Bob Linker: Master Metalsmith
“I am one of the only people in town who can do almost anything,” Bob Linker said the other day. “You bring me your brass, bronze, your grandfather’s knickknack, and I’ll fix it.”
His Jeep, with IRONY2 plates, was parked just outside and he was in a hurry, he told an unexpected visitor, what with a boat owner meeting him in half an hour at the Sag Harbor Yacht Yard to install an iron railing. Mr. Linker, who creates custom metal products for clients from architects and interior designers to people who drop by with the oddest ends — right now he’s restoring a “little copper watering can that most people would throw out” — runs a mom-and-pop business with help only from the mom half, his wife, Elizabeth, who deals with customers and balances the books.

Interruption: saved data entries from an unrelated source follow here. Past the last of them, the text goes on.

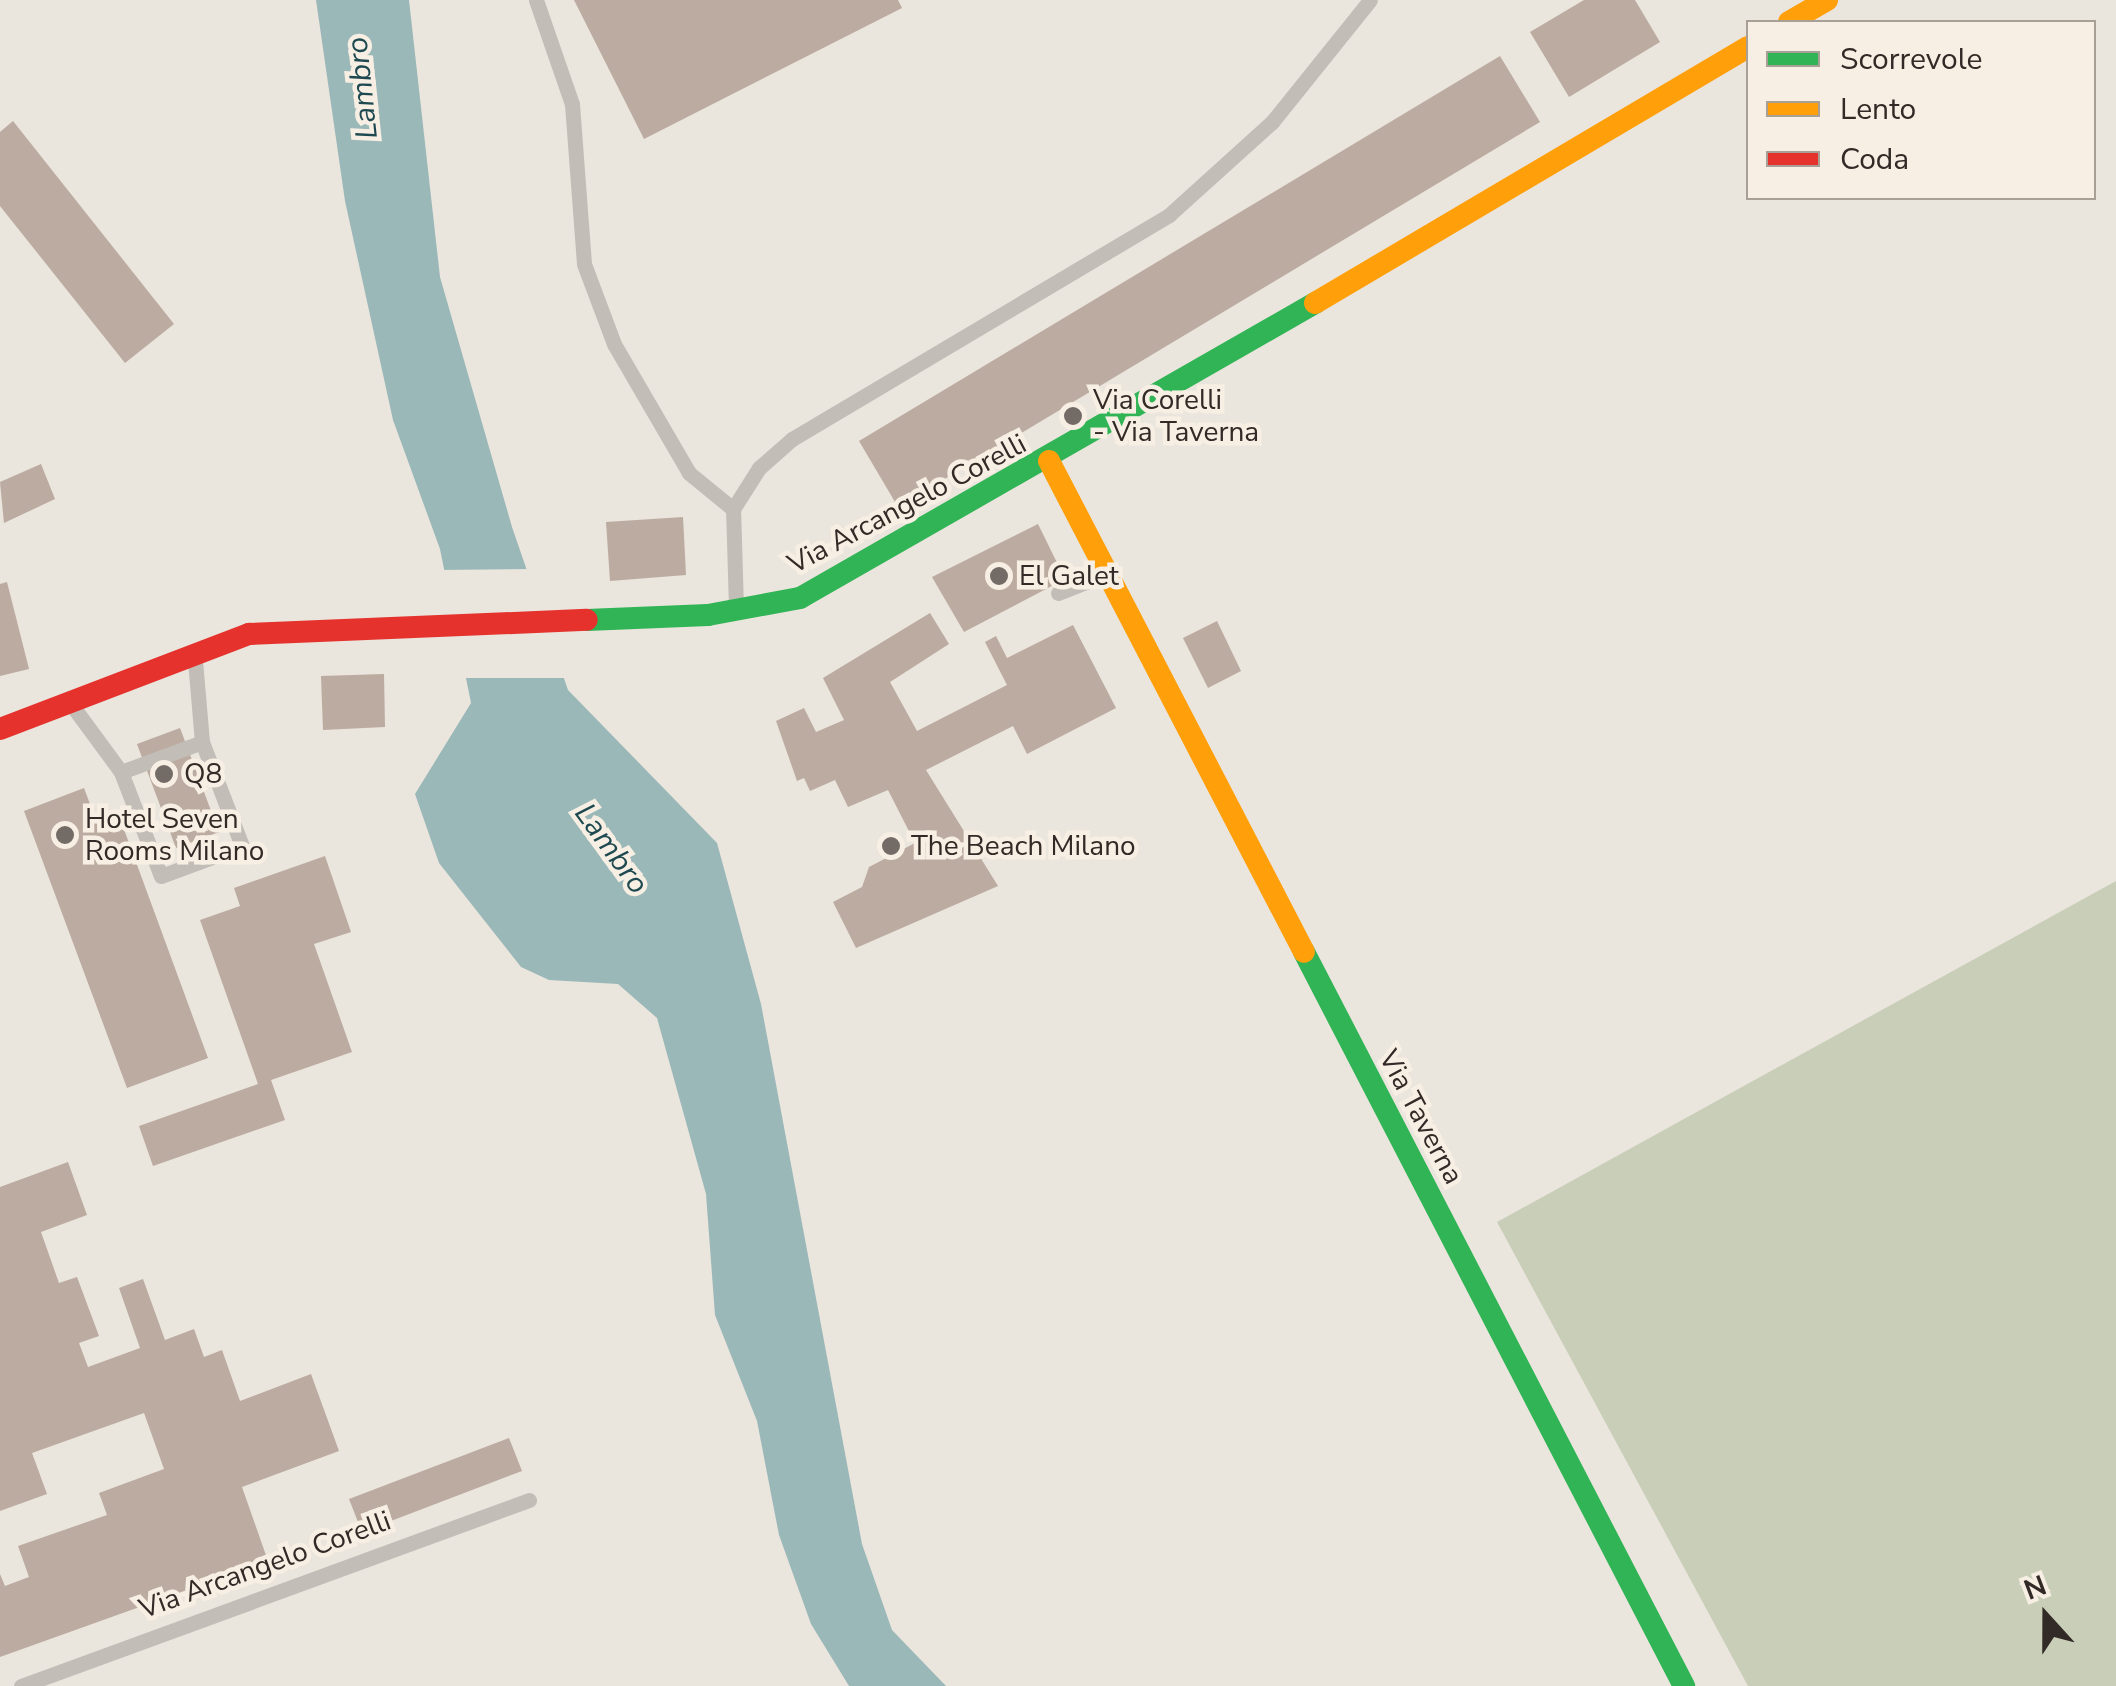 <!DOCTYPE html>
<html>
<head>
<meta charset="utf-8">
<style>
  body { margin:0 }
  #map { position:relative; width:2116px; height:1686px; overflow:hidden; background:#eae5dd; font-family:"Nunito Sans",sans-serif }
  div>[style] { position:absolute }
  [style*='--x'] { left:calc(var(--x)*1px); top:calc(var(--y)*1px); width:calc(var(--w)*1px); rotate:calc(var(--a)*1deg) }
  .green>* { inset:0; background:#c9ceb8 }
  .water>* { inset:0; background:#9bb8b9 }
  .pier>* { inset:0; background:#eae5dd }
  .building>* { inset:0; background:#bcaba0 }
  .lane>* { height:15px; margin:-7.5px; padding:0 7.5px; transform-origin:7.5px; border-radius:7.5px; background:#c2bdb7 }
  .fast>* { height:22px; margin:-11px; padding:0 11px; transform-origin:11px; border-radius:11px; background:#30b455 }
  .slow>* { height:22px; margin:-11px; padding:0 11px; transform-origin:11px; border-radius:11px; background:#ff9f0a }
  .jam>* { height:22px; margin:-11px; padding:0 11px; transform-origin:11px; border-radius:11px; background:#e5322d }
  .dots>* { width:28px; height:28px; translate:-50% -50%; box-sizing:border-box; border:5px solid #f7efe3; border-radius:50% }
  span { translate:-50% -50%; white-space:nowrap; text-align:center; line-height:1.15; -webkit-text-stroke:9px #f7efe3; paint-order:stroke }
  .poi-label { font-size:28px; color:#322a26 }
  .left { translate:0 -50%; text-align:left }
  .street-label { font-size:28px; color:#322a26 }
  .water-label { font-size:30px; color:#1e4950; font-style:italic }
  .legend { position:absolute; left:1746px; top:20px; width:350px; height:180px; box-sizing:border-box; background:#f7efe3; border:2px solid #a8a097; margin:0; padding:12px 18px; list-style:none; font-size:30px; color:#322a26 }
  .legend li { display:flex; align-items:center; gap:20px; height:50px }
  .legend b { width:50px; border:2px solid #a8a097 }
  .north { position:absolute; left:1996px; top:1566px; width:100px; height:100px; -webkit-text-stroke:8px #f7efe3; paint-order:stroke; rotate:339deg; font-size:28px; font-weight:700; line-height:40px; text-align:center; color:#322a26 }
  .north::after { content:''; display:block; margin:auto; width:35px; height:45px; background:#322a26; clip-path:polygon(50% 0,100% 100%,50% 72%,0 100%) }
</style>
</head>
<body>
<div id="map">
  <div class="green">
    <i style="clip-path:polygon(2116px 881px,2116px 1686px,1748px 1686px,1497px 1222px)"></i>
  </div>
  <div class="water">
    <i style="clip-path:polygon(316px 0,409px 0,440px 277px,512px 527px,568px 690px,717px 843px,761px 1004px,862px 1544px,892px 1630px,946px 1686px,849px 1686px,811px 1624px,779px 1535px,757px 1421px,715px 1315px,706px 1194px,657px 1018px,618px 984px,549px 980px,521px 967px,439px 863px,415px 794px,471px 703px,440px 549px,393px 420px,345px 201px)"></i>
  </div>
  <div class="pier">
    <i style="clip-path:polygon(532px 569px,569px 678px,461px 678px,439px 570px)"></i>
  </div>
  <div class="building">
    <i style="clip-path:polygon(574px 0,898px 0,902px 8px,644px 139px)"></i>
    <i style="clip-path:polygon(1584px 0,1635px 0,1660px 42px,1569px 97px,1530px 32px)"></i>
    <i style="clip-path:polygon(1500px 56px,1540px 122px,898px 507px,859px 441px)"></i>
    <i style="clip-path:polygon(13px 121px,174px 324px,125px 363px,0 206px,0 132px)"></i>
    <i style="clip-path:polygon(41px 464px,55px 499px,4px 523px,0 482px)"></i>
    <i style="clip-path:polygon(683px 517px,686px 575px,610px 581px,606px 522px)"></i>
    <i style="clip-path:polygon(1038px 524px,1065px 579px,964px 632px,932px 577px)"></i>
    <i style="clip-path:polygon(7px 582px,29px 669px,0 676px,0 584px)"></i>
    <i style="clip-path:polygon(930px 613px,949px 644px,890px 682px,917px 731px,1007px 685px,985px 642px,996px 636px,1007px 658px,1073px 625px,1116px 708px,1027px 754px,1013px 726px,926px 770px,998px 886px,856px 948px,833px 902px,862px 887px,869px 867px,915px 843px,888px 790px,848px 807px,835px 780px,810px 791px,804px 778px,797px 781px,776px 721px,804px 708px,816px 732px,844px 720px,823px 678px)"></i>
    <i style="clip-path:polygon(1217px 621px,1241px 671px,1208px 688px,1183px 638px)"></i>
    <i style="clip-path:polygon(384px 674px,385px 727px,323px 730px,321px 676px)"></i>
    <i style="clip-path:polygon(180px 728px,219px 832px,176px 848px,137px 744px)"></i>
    <i style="clip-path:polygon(84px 788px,100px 831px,122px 824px,208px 1058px,127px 1088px,24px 811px)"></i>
    <i style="clip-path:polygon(325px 856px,351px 932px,314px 944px,352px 1052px,271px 1080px,285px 1120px,153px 1166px,139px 1126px,258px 1084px,200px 920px,240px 906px,234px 888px)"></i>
    <i style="clip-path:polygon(68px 1162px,87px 1215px,41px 1232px,59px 1283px,77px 1277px,99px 1336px,79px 1343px,88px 1367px,140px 1348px,119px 1288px,143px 1279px,165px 1340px,194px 1329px,204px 1357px,222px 1350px,240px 1401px,311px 1374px,339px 1451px,242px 1487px,268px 1561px,0 1657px,0 1574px,5px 1586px,29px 1577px,18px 1546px,107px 1515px,99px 1493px,164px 1469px,144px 1413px,32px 1453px,47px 1494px,0 1511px,0 1187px)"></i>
    <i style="clip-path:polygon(509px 1438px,522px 1471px,362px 1532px,349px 1499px)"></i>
  </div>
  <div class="lane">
    <i style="--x:536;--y:0;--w:110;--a:70.9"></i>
    <i style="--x:572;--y:104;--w:160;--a:85.7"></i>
    <i style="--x:584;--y:264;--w:85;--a:69.4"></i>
    <i style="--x:614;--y:344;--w:149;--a:59.8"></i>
    <i style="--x:689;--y:473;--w:57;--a:39.3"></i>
    <i style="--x:1058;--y:593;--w:49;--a:-21.4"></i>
    <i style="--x:736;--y:608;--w:99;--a:-91.7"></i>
    <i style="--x:733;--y:509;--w:49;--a:-57.6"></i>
    <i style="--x:759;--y:468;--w:44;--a:-41.3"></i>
    <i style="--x:792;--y:439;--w:439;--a:-30.7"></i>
    <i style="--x:1169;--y:215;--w:139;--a:-42.1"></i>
    <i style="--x:1272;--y:122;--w:156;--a:-51.2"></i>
    <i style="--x:74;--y:708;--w:79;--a:53.7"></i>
    <i style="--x:121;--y:772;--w:111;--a:69"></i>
    <i style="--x:161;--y:876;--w:86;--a:-20.3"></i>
    <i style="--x:242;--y:846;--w:111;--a:-111"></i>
    <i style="--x:202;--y:742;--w:82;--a:-94.9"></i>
    <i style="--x:121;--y:772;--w:86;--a:-20.3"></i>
    <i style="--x:21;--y:1686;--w:541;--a:-20.11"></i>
  </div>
  <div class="fast">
    <i style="--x:587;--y:620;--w:121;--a:-2.4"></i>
    <i style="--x:708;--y:615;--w:94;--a:-10.5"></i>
    <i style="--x:800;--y:598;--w:594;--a:-29.8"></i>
    <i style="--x:1304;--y:952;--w:827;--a:62.63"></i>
  </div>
  <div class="slow">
    <i style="--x:1789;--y:22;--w:44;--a:-30.1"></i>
    <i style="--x:1315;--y:303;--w:503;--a:-30.59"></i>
    <i style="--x:1049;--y:461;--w:553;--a:62.55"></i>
  </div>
  <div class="jam">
    <i style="--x:0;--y:729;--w:267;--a:-20.9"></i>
    <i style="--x:249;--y:634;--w:338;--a:-2.4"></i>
  </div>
  <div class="dots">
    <i style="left:1073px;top:416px;background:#726b66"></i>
    <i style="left:999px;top:576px;background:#726b66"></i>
    <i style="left:164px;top:774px;background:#726b66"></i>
    <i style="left:65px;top:835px;background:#726b66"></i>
    <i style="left:891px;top:846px;background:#726b66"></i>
  </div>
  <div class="poi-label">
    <span class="left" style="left:1093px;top:416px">Via Corelli<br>- Via Taverna</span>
    <span class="left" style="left:1019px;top:576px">El Galet</span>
    <span class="left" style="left:184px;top:774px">Q8</span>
    <span class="left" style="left:85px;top:835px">Hotel Seven<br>Rooms Milano</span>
    <span class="left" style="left:911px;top:846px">The Beach Milano</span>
  </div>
  <div class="street-label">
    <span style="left:907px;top:504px;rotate:-28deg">Via Arcangelo Corelli</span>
    <span style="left:1421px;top:1117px;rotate:62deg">Via Taverna</span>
    <span style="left:265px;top:1565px;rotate:-20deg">Via Arcangelo Corelli</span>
  </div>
  <div class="water-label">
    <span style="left:363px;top:88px;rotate:-96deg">Lambro</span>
    <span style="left:611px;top:849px;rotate:54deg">Lambro</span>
  </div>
  <ul class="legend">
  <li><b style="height:12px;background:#30b455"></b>Scorrevole</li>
  <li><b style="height:12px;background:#ff9f0a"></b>Lento</li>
  <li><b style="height:12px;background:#e5322d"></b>Coda</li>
  </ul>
  <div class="north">N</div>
</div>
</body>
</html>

By 1993, when he took a seasonal lease on a potato barn in Water Mill for his first stab at self-employment, Mr. Linker had been working “in automotive” for 20 years, 10 at the old Olympic Heights garage on Three Mile Harbor Road and then 10 more maintaining vintage race cars in Southampton. “I honed a lot of metal skills working on race cars,” he said, “and I enjoyed creating with my new skill.” He opened The Irony, at 53 Sag Harbor Turnpike, three years later, in a building that was originally the freight station at the Long Island Rail Road’s East Hampton terminus, back before the tracks got to Montauk.
Now, his bronze, brass, copper, steel, aluminum, or iron creations are found in houses and commercial establishments all over town: pocket door frames commissioned by John Hummel, a builder of high-end Hamptons houses, front-entrance gate railings made for the Montauk restaurant North by Northwest, davits repaired at the town marina on Three Mile Harbor, an intricate gate on East Hollow Road near Baiting Hollow Road in East Hampton, a table for the Rayner family of West End Road, street gratings in Amagansett, a stainless-steel stair railing for a waterfront estate in Noyac, and many, many more.
That last job was one of Mr. Linker’s favorites. It took weeks, he said. “Every rod was hand-fitted.” In the end, though, “I lost my shirt. It should have been twice as much, but she wouldn’t pay me any more than we agreed on. But it’s one of the jobs I’m proudest of.”
“I like contemporary design, and I like the look of stainless steel,” he said. “That railing was intended to be glass, but everything else there was glass, inside and out, and she changed her mind. It is the centerpiece of the house. You walk in the door and that’s what you see.”
He also enjoyed making the copper sea-monster weathervane that now adorns the roof of the Thomas Moran House in East Hampton: “I didn’t have to do the usual arrows, letters, all that stuff.” That job, like many others, came through Mr. Hummel, whose office is in the same complex as The Irony and who was closely involved with the restoration of the Moran house, a national historic landmark.
Mr. Linker was once called in to an East Hampton estate where an 18-foot-high steel sculpture called “Leaves,” purchased in South America and shipped to Briar Patch Road, had rusted. There, his years of training came in handy. “I put an automotive clear coat on it,” he said. A year later, however, it was showing signs of rust again. He went back a second time, tried something else, “and now it’s okay.”
Another job, which like “Leaves” required scaffolding, involved a 19-foot fireplace in a Northwest spec house built by the real estate broker Evan Kulman of Compass. The metalsmith used acorn nuts, which cover exposed threads and provide a finished appearance, to help fasten its steel-plate sheathing to the concrete block underneath.
“This is not hack work,” he said. “You need to think about it, cut it, and assemble it into a finished product.”
“We have decorated our home with custom furniture and home goods from this company,” one satisfied client wrote on Google. “Fireplace screens, accent tables, light fixtures. . . . Everything is much better quality than what you can purchase from department stores.”
The commissioned work Mr. Linker does for upmarket designers and developers usually comes as the house in question is nearing completion. “And that’s my problem,” he said, shaking his head. “You do all that, and by then your pockets are empty.” He meant the homeowner’s, and, by extension, his own as well. The Linkers and their 14-year-old son live in Northwest Woods, but it sounds like they may be unable to stay in East Hampton much longer. The last few years have been hard.
“In this environment,” he said, as a Mercedes and two BMWs chased each other along Route 114 outside his office window, “employees want $35 an hour. I can’t do it. If you have 12 employees, you can make money, but I can’t do it. We’re swamped all season, then no work at all, all winter. Can’t pay the bills, struggling the entire time. Living on our boat two months now.”
The Linkers have talked about selling The Irony and moving, maybe to Riverhead, where their son will attend Mercy High School in the fall. It might happen, it might not. Right now it’s high summer, and there are all those tables, gates, railings, weathervanes, and fences to make and install.